Unfortunately, the performance of the model wasn't the best - after 5-7th epoch training accuracy stoped growing and validation loss was increasing drastically (The plots are placed in results section). To avoid overfitting I've decided to put some dropout layers - one after each convolutional layer. I also slightly changed number of filters in layers - now it is respectively 32 and 64.

Training

def model_training(train_images, train_labels, iterations):
    x_train, x_val, y_train, y_val = train_test_split(train_images, train_labels,
                                                      test_size=0.2, random_state=random_state)

    histories = []
    model = get_model()
    training_hist = [model.fit(x_train, y_train, validation_data=(x_val, y_val),
                               epochs=number_of_epochs, verbose=0)]

    score = model.evaluate(x_val, y_val, verbose=1)
    histories.append((score[0], score[1] * 100))

    best_model = model
    index = 0
    lowest_loss = score[0]
    best_acc = score[1] * 100

    for i in range(1, iterations):
        x_train, x_val, y_train, y_val = train_test_split(x_train, y_train,
                                                          test_size=0.2, random_state=random_state)

        model = get_model()
        training_hist.append(model.fit(x_train, y_train, validation_data=(x_val, y_val),
                                       epochs=10, verbose=0))      

        score = model.evaluate(x_val, y_val, verbose=0)
        histories.append((score[0], score[1] * 100))

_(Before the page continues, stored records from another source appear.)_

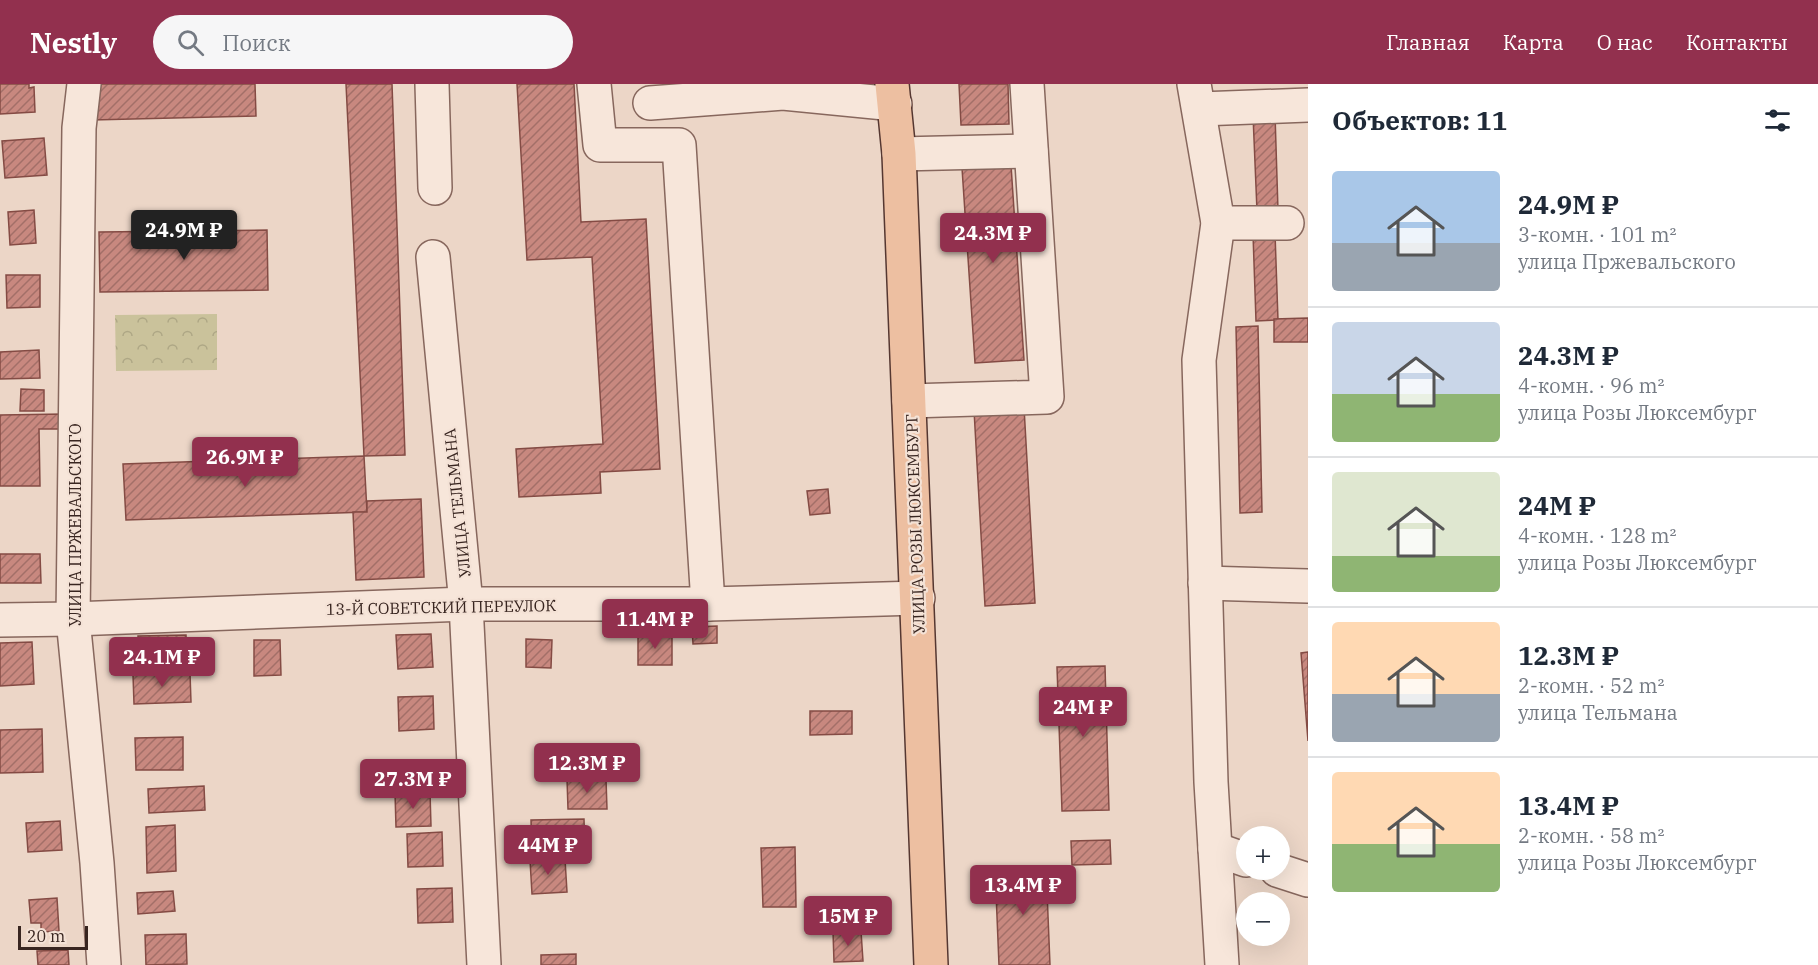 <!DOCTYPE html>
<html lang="ru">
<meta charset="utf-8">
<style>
body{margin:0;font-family:"IBM Plex Serif",serif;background:#f6f6f7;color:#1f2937;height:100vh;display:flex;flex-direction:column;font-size:22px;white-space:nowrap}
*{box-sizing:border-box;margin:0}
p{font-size:20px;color:#747a83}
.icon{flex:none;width:33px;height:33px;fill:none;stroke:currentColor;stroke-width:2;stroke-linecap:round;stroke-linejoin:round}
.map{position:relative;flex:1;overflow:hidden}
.panel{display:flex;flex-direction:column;background:#fff;width:510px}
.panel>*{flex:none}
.buttons{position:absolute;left:1236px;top:742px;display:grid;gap:12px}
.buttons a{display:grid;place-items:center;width:54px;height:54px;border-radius:50%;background:#fff;box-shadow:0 6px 24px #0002;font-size:30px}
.scale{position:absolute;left:18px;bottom:15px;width:70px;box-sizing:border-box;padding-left:6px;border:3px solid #382520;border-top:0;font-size:16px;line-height:21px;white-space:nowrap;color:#382520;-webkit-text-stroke:4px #f4e2d6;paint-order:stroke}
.price{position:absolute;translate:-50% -51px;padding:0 14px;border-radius:6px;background:#92304e;color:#fff;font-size:20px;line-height:39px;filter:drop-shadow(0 2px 3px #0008)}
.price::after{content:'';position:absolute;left:50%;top:36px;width:18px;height:14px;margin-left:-9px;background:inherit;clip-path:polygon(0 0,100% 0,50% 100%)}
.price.current{background:#222;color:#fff}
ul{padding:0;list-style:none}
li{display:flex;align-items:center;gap:18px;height:150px;padding:0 24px}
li+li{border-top:2px solid #e0e1e3}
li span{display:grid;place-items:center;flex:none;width:168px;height:120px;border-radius:6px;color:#555}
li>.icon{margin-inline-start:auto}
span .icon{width:72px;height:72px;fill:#fffc;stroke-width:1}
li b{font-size:26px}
h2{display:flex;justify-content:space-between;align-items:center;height:72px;padding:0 24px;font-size:26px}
header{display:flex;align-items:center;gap:36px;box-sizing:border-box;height:84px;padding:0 30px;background:#92304e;color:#fff}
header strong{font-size:28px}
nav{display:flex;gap:33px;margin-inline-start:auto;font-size:21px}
.search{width:420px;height:54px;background:#f6f6f7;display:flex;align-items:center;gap:15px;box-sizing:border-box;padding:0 21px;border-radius:33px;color:#747a83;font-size:22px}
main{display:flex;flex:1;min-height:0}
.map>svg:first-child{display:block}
.park{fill:url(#park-crowns)}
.building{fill:url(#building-hatch);stroke:#844b44;stroke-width:1.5}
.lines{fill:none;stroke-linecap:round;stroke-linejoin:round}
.minor-casing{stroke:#87675d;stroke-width:36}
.major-casing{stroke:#553731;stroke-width:36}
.minor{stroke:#f7e6da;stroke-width:33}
.major{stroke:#edbfa1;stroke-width:33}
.labels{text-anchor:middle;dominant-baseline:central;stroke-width:4.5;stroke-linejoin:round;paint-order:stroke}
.street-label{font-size:16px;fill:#382520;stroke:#f4e2d6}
</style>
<header>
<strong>Nestly</strong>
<div class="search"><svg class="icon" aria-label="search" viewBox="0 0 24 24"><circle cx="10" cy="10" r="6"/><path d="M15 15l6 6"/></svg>Поиск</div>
<nav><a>Главная</a><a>Карта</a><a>О нас</a><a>Контакты</a></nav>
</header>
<main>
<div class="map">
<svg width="1308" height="881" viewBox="0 0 1308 881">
<defs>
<pattern id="park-crowns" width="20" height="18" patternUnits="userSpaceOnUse" patternTransform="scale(1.5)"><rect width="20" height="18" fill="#cac29b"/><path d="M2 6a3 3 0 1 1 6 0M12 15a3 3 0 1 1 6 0" fill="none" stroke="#aea785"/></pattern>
<pattern id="building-hatch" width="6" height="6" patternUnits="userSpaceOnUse" patternTransform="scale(1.5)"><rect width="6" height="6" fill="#c8887f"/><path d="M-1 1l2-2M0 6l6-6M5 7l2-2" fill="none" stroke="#a36f68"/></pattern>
</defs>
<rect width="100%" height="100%" fill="#ecd6c7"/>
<path class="park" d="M217,230v56l-101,1 -1,-56z"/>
<g class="building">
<path d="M0,0h29v4l5,-1 1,25 -35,2z"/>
<path d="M91,0h164l1,32 -164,4z"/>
<path d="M346,0h46l13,371 -41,1z"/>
<path d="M517,0h57l7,138 65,-3 14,250 -60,3 1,21 -82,4 -3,-48 87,-5 -11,-187 -65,3z"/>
<path d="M959,0h49l1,40 -48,1z"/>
<path d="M1275,30l3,96 -21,1 -4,-96z"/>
<path d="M44,54l3,37 -42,3 -3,-37z"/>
<path d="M1011,81l13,195 -49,3 -13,-195z"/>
<path d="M34,126l2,33 -26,2 -2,-33z"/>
<path d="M267,146l1,60 -168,2 -1,-60z"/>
<path d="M1275,149l3,87 -22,1 -3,-87z"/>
<path d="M6,191h34v32l-33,1z"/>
<path d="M1308,234v24h-34v-23z"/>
<path d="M1258,242l4,186 -22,1 -4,-186z"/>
<path d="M39,266l1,28 -40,1v-27z"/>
<path d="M21,305l23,1v21h-24z"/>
<path d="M1024,323l11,196 -50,3 -11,-196z"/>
<path d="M63,330v15h-24l1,57h-40v-71z"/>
<path d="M364,372l3,56 -241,8 -3,-56z"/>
<path d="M828,405l2,24 -20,2 -3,-24z"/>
<path d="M421,415l3,78 -68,3 -3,-68h14v-11z"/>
<path d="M0,470h40l1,29h-41z"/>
<path d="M717,542v17l-24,1 -1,-17z"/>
<path d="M431,550l2,33 -35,2 -2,-34z"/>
<rect x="638" y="550" width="34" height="31"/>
<path d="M186,551l1,30 -48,1 -1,-30z"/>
<path d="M526,555l26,1 -1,28 -25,-1z"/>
<path d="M254,556h26l1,35 -27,1z"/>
<path d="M32,558l2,42 -34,2v-43z"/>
<path d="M1308,568v89l-7,-88z"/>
<path d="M1105,582l4,144 -47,1 -5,-144z"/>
<path d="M190,589l1,29 -57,2 -1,-29z"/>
<path d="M433,612l1,33 -35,2 -1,-34z"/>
<path d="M810,627h42v23l-42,1z"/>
<path d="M42,645l1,43 -43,1v-43z"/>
<path d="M183,653v33h-47l-1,-32z"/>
<path d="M567,695h39l1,30h-39z"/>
<path d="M204,702l1,24 -56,3 -1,-24z"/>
<path d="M430,708l1,34 -35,1 -1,-34z"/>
<path d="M584,735l1,32 -53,2 -1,-33z"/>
<path d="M60,737l2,29 -34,2 -2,-29z"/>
<path d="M175,741l1,46 -29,2 -1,-46z"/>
<path d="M442,748l1,34 -35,1 -1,-33z"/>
<path d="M1110,756l1,24 -39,1 -1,-24z"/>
<path d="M795,763l1,60h-33l-2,-59z"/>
<path d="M565,775l2,33 -35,2 -2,-34z"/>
<path d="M1046,782l4,99h-51l-4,-97z"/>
<path d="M452,804l1,34 -35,1 -1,-34z"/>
<path d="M173,807l2,20 -37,3 -1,-21z"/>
<path d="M57,814l2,33 -18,1v-9h-10l-2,-23z"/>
<path d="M861,847l2,30 -29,1 -1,-30z"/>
<path d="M186,850l1,30 -41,1 -1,-30z"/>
<path d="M68,866l1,15h-31l-1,-14z"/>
<path d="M576,870v11h-35v-10z"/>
</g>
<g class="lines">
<g class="minor-casing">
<g id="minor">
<path d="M84,0l-5,44 -6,491 24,244 7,102"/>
<path d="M432,0l3,104"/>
<path d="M594,0l6,61h79l29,459"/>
<path d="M1194,0l24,139 -19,137 12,422 11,183"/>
<path d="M650,19l133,-10 112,11"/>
<path d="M1200,25l108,-4"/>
<path d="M899,70l132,-3"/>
<path d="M1218,139h69"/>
<path d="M433,173l33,347 18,361"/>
<path d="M909,317l138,-4 -20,-313"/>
<path d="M1205,499l103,3"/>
<path d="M0,536l73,-1 393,-15h242l210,-6"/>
<path d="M1215,765l31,11"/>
<path d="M1277,786l31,10"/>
</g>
</g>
<g class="major-casing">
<path id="major" d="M892,0l7,70 32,811"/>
</g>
<use href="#minor" class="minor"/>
<use href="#major" class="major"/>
</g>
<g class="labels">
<g class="street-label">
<text transform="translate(457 419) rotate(-96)">УЛИЦА ТЕЛЬМАНА</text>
<text transform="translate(915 440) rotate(-92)">УЛИЦА РОЗЫ ЛЮКСЕМБУРГ</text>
<text transform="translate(75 441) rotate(-90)">УЛИЦА ПРЖЕВАЛЬСКОГО</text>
<text transform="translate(441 523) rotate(-1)">13-Й СОВЕТСКИЙ ПЕРЕУЛОК</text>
</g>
</g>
</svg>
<div class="buttons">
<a>+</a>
<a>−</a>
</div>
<div class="scale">20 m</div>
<b class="price current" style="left:184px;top:177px">24.9M ₽</b>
<b class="price" style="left:993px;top:180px">24.3M ₽</b>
<b class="price" style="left:245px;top:404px">26.9M ₽</b>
<b class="price" style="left:655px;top:566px">11.4M ₽</b>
<b class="price" style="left:162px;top:604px">24.1M ₽</b>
<b class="price" style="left:1083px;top:654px">24M ₽</b>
<b class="price" style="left:587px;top:710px">12.3M ₽</b>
<b class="price" style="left:413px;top:726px">27.3M ₽</b>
<b class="price" style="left:548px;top:792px">44M ₽</b>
<b class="price" style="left:1023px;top:832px">13.4M ₽</b>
<b class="price" style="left:848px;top:863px">15M ₽</b>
</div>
<section class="panel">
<h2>Объектов: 11<svg class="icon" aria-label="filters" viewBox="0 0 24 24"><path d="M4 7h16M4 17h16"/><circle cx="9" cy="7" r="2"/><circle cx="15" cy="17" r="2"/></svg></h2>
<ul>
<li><span style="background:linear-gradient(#a9c7e8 60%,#9aa5b1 0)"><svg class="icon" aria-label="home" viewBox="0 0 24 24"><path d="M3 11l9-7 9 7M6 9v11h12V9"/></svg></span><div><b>24.9M ₽</b><p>3-комн. · 101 m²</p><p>улица Пржевальского</p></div></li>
<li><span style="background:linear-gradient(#c9d6e8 60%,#8fb573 0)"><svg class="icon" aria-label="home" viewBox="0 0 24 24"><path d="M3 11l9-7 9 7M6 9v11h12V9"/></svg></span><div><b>24.3M ₽</b><p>4-комн. · 96 m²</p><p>улица Розы Люксембург</p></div></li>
<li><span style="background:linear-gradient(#dfe7d0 70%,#8fb573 0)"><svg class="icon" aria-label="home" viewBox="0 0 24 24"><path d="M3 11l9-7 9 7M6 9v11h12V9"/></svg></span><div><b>24M ₽</b><p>4-комн. · 128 m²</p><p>улица Розы Люксембург</p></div></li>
<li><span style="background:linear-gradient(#ffd9b3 60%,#9aa5b1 0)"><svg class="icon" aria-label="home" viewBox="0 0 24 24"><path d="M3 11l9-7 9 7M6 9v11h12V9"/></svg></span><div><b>12.3M ₽</b><p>2-комн. · 52 m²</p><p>улица Тельмана</p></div></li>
<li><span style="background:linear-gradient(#ffd9b3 60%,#8fb573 0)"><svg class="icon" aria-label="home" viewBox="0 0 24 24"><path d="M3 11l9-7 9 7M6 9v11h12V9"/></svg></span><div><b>13.4M ₽</b><p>2-комн. · 58 m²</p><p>улица Розы Люксембург</p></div></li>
</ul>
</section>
</main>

        if score[0] < lowest_loss:
            best_model = model
            index = i
            lowest_loss = score[0]
            best_acc = score[1] * 100

    best_model.save('best_model.h5')

    return best_model, training_hist[index]

NOTE: Some code fragments of this method have been intentionally omitted for readability.

Training of one model takes 50 epochs. I've decided to run four iterations, each time splitting training data differently, to get four models and pick the one that gives the lowest loss value. After finished training, the best model is saved to a file with format .h5, and values are displayed in console. Training method returns the best computed model and history of its training, which can be later visualized on plots.

Results

As I mentioned earlier, first version of CNN didn't perform very well. Here is the plot, produced by training history:

plot1

After adding some dropout layers and changing number of filters, I was able to partly remove overfitting and improve overall performance

plot2

Results of training are contained in table below

First version Model 1 Model 2 Model 3 Model 4
Loss 0.64 0.23 0.27 0.26 0.28
Accuracy 91% 92.1% 90.2% 90.4% 89.4%
Best model
Loss 0.23
Accuracy 92.1%

Evaluating best model on test data:

Final scores:
Loss: 0.24972761380672454
Accuracy: 91.32999777793884

Compared to other, similar models

Best model 2 Conv + pooling 2 Conv + preprocessing 2 Conv + 2 FC + preprocessing
Accuracy 91.3% 87.6% 92% 94%

References

Usage

Download

You can simply download the .zip with all the files. The repository includes:

  1. mnist_reader.py which is a file to load the data, placed in data/fashion directory
  2. All the train and test labels in directory data/fashion
  3. Best trained model in file named best_model.h5

Libraries

To run a program you will need the following libraries:

  • Keras
  • Numpy
  • Sklearn

Running

The repository contains best trained model saved in best_model.h5 file. There is a special method called load_best_model

def load_best_model(x_test, y_test, path='best_model.h5'):
    model = load_model(path)
    score = model.evaluate(x_test, y_test, verbose=1)
    print(f'Final scores: \nLoss: {score[0]}\n Accuracy: {score[1] * 100}')

To get the score from Results section you just need to run this method. It loads the model from file, evaluates it on test labels and test images and computes the final result.